**What this task involves**
Filter these records by the string "LANE", copying each line that holds it.
======== Entries provided
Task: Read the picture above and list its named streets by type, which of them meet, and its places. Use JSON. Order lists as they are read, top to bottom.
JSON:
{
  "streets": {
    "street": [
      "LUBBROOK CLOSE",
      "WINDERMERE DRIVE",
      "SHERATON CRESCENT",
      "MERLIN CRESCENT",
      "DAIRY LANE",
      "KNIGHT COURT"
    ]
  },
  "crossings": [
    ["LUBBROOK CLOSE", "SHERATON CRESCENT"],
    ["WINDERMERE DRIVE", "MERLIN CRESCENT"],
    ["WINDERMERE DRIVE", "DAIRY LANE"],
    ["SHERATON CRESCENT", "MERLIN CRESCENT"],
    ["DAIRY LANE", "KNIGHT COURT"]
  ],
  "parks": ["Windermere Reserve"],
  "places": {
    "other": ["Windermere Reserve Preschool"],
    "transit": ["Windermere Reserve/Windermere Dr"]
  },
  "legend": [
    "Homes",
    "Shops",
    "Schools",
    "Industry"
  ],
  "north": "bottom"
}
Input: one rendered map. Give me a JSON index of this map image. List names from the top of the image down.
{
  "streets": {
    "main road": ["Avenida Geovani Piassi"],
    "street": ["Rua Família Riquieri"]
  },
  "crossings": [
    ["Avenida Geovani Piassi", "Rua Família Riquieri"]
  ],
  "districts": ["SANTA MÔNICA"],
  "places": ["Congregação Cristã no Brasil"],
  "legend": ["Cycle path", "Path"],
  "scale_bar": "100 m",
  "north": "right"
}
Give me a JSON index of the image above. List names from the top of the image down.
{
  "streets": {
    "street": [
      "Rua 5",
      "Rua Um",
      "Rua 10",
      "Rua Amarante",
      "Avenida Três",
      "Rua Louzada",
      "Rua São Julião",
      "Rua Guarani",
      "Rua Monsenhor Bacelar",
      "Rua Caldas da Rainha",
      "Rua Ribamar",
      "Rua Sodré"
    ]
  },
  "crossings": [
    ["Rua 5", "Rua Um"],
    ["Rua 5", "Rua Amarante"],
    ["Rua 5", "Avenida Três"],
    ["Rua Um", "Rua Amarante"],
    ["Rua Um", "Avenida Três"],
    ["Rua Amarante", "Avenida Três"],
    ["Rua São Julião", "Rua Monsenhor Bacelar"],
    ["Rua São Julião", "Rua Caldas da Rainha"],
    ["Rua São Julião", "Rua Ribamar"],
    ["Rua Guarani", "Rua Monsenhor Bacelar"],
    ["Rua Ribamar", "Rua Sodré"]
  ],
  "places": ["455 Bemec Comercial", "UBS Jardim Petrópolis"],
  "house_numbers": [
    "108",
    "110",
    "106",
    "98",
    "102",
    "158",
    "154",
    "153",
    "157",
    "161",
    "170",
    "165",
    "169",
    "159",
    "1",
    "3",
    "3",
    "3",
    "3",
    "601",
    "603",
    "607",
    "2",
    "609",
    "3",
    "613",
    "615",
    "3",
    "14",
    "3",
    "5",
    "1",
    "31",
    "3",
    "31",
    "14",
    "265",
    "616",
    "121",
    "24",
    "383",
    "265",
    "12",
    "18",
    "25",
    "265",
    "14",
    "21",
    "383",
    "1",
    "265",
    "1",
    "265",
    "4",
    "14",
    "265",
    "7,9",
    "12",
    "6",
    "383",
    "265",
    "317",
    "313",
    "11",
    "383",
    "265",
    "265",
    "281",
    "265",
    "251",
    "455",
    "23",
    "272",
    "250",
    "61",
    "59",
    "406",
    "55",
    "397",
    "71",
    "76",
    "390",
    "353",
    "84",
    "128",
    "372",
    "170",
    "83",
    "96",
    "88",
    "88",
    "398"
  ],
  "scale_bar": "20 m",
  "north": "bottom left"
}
================
**Exercise solution**
      "DAIRY LANE",
    ["WINDERMERE DRIVE", "DAIRY LANE"],
    ["DAIRY LANE", "KNIGHT COURT"]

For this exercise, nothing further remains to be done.